ASSIGNMENT
Where the word "inset" occurs in a line of the listing below, copy that line.

▶

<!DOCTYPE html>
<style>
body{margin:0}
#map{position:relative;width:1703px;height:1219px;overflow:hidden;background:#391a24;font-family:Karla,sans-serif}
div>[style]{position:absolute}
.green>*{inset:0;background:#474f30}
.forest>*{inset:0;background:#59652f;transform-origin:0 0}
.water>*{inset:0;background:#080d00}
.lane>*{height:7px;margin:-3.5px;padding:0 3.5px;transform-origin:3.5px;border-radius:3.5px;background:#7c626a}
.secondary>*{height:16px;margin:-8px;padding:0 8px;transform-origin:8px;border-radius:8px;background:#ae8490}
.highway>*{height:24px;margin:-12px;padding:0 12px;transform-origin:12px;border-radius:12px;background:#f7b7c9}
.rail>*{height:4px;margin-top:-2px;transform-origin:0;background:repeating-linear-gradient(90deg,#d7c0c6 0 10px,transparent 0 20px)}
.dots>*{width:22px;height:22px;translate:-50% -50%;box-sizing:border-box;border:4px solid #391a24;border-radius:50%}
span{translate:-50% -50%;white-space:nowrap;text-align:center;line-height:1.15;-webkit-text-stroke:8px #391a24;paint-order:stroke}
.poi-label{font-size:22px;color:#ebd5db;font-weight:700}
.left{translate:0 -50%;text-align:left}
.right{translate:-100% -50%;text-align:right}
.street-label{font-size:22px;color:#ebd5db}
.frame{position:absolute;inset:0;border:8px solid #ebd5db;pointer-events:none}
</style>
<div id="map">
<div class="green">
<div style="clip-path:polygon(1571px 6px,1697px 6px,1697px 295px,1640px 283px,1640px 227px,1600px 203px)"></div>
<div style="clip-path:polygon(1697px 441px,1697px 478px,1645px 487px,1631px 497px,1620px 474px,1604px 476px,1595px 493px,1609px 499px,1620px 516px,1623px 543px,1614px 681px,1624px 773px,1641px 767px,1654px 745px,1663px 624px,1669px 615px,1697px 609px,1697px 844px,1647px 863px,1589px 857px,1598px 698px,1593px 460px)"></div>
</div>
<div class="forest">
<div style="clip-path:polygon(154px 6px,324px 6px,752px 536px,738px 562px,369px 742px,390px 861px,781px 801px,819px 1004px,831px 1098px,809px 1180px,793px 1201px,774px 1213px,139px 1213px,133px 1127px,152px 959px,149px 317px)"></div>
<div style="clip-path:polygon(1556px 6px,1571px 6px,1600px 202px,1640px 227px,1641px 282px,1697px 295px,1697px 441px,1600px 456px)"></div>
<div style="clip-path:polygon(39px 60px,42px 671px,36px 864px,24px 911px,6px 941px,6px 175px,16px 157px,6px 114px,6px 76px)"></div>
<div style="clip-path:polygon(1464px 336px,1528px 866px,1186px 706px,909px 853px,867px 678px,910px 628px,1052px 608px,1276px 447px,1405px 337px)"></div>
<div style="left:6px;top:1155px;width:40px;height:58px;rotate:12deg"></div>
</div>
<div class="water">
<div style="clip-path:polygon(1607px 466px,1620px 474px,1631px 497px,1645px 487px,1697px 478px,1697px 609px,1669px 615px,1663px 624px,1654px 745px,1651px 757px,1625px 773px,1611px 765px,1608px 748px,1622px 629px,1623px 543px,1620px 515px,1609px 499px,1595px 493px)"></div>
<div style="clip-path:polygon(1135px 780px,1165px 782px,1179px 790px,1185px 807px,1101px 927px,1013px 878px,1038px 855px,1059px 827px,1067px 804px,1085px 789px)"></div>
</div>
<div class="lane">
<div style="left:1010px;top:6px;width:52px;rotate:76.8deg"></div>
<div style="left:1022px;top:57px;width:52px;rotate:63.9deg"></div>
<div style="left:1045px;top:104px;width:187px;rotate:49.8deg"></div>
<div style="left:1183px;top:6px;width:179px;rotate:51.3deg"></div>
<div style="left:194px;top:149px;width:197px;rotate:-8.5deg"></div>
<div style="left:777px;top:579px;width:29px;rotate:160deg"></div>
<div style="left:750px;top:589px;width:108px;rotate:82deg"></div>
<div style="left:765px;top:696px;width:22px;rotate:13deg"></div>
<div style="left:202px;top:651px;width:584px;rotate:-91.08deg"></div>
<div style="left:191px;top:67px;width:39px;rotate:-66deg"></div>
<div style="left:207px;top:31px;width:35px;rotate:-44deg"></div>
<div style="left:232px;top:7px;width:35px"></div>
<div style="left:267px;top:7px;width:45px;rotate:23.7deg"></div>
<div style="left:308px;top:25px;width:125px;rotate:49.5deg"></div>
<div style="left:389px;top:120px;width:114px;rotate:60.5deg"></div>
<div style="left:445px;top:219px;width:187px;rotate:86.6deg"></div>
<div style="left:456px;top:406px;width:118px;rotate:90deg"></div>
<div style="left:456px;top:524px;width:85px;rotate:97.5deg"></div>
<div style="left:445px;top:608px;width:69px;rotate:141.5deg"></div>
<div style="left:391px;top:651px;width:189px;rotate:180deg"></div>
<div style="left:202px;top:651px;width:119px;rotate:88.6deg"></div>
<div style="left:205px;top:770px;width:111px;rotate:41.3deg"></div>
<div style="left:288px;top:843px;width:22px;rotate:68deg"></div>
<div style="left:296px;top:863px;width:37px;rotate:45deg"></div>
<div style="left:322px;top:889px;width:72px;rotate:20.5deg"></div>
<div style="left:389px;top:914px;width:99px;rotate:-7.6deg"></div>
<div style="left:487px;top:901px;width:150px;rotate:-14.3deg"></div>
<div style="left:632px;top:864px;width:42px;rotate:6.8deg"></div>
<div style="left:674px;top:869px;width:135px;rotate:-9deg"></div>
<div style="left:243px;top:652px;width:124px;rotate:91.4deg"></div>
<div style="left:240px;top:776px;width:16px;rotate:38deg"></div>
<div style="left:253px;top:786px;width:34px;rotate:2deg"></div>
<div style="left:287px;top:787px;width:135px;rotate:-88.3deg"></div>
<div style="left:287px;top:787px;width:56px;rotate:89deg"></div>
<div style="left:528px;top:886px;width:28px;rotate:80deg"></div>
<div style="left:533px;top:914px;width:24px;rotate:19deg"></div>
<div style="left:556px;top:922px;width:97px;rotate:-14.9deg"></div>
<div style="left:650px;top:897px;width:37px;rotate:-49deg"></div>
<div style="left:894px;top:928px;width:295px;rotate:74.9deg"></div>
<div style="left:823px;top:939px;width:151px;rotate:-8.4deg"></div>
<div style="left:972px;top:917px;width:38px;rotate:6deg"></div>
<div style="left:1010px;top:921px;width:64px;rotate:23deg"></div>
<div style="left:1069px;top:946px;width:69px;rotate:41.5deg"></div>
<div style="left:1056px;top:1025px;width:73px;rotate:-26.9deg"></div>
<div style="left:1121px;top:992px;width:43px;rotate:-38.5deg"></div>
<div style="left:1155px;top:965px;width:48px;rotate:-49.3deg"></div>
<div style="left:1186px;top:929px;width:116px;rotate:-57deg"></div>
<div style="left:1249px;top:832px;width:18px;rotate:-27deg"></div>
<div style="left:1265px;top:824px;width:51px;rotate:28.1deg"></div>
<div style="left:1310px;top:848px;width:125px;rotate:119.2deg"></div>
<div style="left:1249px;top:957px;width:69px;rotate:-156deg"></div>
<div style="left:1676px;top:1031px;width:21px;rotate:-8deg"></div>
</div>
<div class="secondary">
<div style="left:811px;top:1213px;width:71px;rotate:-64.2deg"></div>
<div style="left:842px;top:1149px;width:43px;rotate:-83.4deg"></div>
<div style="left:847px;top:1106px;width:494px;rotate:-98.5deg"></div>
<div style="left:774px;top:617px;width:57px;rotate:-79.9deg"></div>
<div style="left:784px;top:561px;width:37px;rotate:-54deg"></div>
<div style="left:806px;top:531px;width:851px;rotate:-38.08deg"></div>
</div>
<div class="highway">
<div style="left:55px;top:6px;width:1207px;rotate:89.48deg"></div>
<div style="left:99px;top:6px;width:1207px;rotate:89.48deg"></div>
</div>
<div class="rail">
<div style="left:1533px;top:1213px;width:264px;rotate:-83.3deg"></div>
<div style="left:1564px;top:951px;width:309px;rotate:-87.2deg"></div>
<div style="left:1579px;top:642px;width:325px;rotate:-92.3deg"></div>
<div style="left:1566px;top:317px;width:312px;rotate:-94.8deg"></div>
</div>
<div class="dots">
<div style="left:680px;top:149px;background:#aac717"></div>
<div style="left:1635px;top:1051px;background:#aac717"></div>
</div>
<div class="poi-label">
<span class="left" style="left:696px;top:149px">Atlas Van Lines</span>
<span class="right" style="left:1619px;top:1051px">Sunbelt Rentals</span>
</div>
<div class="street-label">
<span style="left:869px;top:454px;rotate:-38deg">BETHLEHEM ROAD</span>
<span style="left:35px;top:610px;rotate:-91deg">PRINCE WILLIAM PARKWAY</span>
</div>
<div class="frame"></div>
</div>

◀

OUTPUT FOR THIS EXERCISE
.green>*{inset:0;background:#474f30}
.forest>*{inset:0;background:#59652f;transform-origin:0 0}
.water>*{inset:0;background:#080d00}
.frame{position:absolute;inset:0;border:8px solid #ebd5db;pointer-events:none}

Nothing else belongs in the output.